Someone walked into my house when I was away. A Wi-Fi home security camera detected motion and immediately sent me a text and email alert - along with a photo. But my phone was on the charger, and I didn't notice the alert for several hours. When I did review it, the photo  showed the back of someone's head.

To see more, I needed to immediately log into my camera using a mobile app or the vendor's Web-based service to view the live stream. But by the time I logged in everything looked normal. And I hadn't signed up for Dropcam's optional $9.95 per month recording option. So what transpired between the time the person entered the house and when I checked in? I had no idea.

As it turned out, the "intruder" was a family member. But what if had been someone else?

Wi-Fi security cameras are great for giving you piece of mind or checking on the kids and babysitter while you're out. But after working with several models for about six months I've come to realize that in some situations they're no substitute for a professionally managed home security system.

False positives have been another issue. Dropcam, for example, offers very good video quality and is very easy to set up and use. But when I first set it up in a summer home I received two motion alerts each day. Each time, nothing was amiss. It took some time before I realized that what the camera was interpreting as motion was actually the activity of a lamp in the room. It was on a timer, and each time the light turned on or off the camera sent a motion alert.

Dropcam offers an option called Activity Recognition that helps deal with this issue by filtering out some types of activity, but it's a work in progress -- and only available to users of its premium service. Some other models let you restrict the area of the image that's monitored for motion (see the cloud security cameras roundup).

Dropcam's premium services let you record the last 7 days of activity for $9.95 a month or the last 30 days for $29.95 a month. Then I'd know what happened. But do I really care about what happened in the past? I suppose if someone did break in and the image quality was good enough I'd have something the police could go on. But what really matters is protecting the house at the moment something happens -- even when I'm 150 miles away and not looking at my smartphone.

Going Pro

A family member who has a summer home nearby uses a professionally monitored system. He doesn't worry about this stuff -- someone else does. I've been looking into a Honeywell system, which typically costs $40 to $70 per month for the basic service, depending on the size of the house. But what got my attention is that Honeywell offers an add-on service called Total Connect Remote Services that lets you use a mobile app and cloud service to monitor and control not just security cameras and sensors but other smart devices in the home ranging from lights and ceiling fans to door locks, window blinds and thermostats.

The good part is that you don't have to cobble together all of the pieces of a home automation system yourself -- and someone else can worry about mounting cameras in the sheetrock and making sure there's a "c-wire" available from the heating and cooling system to power that Wi-Fi thermostat. (Mine didn't have one - something I only discovered after I had pulled the old thermostat off the wall.
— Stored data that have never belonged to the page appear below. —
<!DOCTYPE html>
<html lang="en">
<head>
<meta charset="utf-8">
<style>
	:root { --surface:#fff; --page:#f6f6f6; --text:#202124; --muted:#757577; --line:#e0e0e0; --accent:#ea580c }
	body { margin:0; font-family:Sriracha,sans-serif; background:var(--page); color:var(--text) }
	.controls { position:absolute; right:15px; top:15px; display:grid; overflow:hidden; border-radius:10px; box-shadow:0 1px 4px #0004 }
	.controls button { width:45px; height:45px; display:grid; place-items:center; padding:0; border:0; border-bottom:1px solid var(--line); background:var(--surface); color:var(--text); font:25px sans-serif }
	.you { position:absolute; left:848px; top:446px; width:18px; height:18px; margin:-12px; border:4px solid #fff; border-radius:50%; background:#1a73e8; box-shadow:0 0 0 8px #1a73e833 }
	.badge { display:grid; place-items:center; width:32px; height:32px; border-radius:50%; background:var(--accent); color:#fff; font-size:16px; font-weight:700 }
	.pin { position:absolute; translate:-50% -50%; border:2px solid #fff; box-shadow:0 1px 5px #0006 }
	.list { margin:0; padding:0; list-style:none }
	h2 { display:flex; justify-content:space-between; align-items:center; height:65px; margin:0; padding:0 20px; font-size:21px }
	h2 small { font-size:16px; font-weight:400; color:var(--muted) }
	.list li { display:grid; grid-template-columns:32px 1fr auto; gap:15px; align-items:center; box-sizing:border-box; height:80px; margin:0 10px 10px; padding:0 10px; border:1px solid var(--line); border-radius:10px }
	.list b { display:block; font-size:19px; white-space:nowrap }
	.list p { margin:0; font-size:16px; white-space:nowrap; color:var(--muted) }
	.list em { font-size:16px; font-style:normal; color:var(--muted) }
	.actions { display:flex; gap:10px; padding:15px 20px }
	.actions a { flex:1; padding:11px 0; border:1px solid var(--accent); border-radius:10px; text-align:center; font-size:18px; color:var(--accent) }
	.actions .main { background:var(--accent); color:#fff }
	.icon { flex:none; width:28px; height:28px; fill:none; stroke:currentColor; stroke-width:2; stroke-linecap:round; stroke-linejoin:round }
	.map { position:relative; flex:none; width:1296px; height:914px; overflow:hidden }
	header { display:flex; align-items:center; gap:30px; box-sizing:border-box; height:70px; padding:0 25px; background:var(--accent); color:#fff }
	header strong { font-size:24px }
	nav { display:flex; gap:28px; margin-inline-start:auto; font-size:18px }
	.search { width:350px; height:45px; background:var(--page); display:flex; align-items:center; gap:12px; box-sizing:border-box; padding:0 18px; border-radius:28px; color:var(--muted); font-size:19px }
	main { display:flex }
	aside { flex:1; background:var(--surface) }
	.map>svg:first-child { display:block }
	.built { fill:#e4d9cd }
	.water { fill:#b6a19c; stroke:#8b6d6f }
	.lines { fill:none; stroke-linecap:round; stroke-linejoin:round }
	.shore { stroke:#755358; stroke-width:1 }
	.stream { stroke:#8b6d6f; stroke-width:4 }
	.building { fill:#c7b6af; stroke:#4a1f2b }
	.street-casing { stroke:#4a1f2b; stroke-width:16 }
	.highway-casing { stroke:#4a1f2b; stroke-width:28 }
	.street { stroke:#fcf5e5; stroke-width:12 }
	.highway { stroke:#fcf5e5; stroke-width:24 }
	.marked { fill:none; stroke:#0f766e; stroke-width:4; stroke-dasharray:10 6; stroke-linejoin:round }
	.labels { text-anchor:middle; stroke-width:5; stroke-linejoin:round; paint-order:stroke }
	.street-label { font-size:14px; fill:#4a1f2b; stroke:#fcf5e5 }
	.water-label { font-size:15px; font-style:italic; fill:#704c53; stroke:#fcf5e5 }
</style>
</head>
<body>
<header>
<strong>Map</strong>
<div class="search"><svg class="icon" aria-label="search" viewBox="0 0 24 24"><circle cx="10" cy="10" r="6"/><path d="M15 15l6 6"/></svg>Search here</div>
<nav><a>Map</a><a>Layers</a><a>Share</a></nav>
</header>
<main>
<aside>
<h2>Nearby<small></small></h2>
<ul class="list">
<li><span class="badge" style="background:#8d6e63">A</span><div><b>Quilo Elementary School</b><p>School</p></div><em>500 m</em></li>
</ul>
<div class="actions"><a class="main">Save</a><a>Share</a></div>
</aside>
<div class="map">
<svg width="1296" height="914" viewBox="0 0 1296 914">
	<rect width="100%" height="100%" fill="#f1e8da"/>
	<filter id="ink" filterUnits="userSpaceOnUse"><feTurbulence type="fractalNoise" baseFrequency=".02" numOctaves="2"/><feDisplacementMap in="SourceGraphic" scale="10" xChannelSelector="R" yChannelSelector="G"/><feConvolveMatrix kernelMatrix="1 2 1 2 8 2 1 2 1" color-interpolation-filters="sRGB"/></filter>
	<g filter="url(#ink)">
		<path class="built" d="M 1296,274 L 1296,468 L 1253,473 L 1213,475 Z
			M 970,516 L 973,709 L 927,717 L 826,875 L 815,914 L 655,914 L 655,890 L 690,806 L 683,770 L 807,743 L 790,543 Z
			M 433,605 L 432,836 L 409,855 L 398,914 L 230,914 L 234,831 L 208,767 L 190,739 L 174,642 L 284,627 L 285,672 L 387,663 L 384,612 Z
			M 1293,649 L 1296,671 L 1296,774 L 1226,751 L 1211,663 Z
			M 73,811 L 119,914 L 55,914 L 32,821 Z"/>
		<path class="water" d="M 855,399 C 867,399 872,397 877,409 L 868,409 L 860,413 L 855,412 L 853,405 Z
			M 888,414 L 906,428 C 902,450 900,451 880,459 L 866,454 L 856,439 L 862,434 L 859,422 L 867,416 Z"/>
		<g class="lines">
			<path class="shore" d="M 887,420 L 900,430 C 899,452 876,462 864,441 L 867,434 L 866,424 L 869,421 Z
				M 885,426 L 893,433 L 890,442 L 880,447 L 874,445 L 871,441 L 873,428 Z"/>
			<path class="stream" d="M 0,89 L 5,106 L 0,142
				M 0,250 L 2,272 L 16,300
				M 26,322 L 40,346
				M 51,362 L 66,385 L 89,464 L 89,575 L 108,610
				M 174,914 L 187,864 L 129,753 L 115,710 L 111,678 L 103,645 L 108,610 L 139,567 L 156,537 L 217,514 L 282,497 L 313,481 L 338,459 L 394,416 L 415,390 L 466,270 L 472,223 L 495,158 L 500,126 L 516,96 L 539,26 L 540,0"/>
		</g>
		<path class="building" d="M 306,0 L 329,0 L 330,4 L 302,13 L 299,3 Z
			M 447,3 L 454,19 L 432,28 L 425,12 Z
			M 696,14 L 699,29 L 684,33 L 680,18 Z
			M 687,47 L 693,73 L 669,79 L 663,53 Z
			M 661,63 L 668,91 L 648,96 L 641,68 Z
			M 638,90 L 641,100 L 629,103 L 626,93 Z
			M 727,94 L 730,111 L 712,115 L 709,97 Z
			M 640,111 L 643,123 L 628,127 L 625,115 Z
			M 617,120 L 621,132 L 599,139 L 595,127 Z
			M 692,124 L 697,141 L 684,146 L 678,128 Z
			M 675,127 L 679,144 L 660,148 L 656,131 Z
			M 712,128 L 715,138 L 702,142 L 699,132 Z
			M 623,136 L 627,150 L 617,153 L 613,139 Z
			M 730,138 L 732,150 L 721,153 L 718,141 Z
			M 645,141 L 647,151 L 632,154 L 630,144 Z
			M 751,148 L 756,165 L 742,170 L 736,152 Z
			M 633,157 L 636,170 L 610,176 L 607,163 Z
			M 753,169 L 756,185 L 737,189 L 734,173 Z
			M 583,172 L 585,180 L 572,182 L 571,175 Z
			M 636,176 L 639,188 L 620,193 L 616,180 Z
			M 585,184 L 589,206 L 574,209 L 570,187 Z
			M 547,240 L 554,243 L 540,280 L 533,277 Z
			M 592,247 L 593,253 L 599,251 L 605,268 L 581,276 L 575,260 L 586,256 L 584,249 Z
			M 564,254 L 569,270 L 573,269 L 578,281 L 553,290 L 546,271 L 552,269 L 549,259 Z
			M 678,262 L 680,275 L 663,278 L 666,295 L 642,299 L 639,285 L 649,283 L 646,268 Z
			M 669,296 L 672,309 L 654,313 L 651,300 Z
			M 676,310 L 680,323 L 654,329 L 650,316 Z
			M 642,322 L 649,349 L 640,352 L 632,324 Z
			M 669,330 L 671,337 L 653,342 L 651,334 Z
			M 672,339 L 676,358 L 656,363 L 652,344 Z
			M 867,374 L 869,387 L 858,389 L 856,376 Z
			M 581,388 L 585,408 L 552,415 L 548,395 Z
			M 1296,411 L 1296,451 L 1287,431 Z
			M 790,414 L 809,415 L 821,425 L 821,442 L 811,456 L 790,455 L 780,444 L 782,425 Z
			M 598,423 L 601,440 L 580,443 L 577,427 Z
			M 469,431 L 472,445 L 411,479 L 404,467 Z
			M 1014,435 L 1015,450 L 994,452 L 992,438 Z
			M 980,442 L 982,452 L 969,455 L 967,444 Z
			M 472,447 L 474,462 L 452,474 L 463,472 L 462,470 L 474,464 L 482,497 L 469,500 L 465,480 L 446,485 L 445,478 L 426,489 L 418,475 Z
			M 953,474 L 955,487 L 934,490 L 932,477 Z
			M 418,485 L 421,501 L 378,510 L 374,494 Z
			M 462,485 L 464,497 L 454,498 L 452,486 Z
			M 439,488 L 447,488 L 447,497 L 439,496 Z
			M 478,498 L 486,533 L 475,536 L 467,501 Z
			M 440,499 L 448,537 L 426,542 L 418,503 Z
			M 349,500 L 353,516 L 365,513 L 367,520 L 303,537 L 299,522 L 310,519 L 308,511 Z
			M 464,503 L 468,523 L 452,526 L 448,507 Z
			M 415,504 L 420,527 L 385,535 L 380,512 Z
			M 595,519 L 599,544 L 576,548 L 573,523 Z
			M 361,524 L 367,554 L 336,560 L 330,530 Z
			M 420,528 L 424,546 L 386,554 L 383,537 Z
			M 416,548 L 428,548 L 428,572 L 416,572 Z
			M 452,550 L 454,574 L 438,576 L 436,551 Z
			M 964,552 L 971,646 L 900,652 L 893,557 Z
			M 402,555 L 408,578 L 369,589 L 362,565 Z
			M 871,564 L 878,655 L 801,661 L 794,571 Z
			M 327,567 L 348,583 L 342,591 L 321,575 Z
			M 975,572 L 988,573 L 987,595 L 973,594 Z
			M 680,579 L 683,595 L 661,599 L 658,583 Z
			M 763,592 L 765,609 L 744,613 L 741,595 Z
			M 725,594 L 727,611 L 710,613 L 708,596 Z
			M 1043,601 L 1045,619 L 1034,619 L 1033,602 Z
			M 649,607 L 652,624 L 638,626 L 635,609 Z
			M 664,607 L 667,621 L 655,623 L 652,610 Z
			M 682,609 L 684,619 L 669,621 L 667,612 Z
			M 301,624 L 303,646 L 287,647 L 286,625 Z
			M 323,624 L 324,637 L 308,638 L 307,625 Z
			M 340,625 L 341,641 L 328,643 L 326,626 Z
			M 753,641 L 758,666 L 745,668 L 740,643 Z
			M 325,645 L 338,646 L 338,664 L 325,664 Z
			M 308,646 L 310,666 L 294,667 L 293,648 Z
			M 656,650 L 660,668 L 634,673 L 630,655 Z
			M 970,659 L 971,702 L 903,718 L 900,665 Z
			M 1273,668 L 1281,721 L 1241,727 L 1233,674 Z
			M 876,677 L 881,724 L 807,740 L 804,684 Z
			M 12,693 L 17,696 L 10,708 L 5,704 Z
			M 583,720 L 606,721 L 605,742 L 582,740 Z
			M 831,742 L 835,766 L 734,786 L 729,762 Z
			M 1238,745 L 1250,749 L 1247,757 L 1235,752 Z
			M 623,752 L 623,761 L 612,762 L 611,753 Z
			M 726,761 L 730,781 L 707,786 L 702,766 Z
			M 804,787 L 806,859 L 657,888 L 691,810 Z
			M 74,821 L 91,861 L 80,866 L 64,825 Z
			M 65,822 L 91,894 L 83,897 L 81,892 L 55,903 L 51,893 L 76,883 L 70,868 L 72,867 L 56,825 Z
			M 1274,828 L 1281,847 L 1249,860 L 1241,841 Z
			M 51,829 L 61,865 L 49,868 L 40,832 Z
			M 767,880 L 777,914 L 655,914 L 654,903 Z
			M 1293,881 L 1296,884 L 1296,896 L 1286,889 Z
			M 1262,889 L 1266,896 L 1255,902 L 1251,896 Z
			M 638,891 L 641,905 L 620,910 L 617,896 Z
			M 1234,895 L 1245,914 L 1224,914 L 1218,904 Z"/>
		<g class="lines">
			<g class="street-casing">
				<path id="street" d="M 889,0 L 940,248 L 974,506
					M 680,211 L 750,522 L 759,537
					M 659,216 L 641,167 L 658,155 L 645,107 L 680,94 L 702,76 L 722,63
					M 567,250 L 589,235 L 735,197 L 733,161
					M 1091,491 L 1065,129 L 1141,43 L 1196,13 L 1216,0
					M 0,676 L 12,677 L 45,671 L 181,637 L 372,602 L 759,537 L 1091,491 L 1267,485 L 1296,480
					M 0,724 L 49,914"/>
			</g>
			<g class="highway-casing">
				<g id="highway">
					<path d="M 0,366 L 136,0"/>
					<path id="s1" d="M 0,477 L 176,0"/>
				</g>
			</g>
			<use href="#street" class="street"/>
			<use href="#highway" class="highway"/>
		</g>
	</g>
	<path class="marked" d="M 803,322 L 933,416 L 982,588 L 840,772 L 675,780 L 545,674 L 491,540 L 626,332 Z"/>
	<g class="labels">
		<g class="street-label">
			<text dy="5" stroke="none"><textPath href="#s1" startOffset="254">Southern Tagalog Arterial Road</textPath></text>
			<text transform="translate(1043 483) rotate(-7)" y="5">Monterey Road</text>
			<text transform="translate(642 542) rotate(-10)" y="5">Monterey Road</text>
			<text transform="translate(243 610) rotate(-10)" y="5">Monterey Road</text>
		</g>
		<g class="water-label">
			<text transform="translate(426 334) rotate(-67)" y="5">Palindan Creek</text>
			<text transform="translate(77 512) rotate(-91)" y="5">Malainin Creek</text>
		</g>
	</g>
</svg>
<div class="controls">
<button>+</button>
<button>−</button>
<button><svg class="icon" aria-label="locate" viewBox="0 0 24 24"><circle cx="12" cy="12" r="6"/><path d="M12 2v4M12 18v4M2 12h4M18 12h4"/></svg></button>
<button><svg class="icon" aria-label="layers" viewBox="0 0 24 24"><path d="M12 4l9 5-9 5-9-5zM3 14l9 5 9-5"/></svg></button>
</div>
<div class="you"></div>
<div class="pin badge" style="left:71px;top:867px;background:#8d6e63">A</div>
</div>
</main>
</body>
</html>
I ended up having to have a professional come in and run a new wire). The downside is that if you go this route you'll need to buy everything from a Honeywell dealer, which is likely to cost more money than devices you can buy through Amazon.com or Home Depot. And while Total Connect Remote Services supports some non-Honeywell devices, it's not an open platform like the SmartThings home automation platform, for example. Nonetheless, if you're already using Honeywell's alarm monitoring service it's worth looking into.

Ironically, the Honeywell Wi-Fi thermostat I recently purchased at Home Depot can't be controlled by the Total Connect Remote Services mobile app. Instead, Honeywell offers a separate service called Total Connect Comfort, that only works with its line of Wi-Fi thermostats sold through retail. To have Total Connect Remote Services control my thermostat I'd have to buy a different unit through Honeywell's dealer channel. Perhaps by keeping home automation and security offerings delivered through the consumer retail and dealer channels separate Honeywell is trying to avoid what's called "channel conflict." In this way it doesn't take sales away from its dealers. But by not supporting its consumer line in Total Connect Remote Services, Honeywell may be hindering a perfect opportunity to bring more users like me into its professionally managed services fold.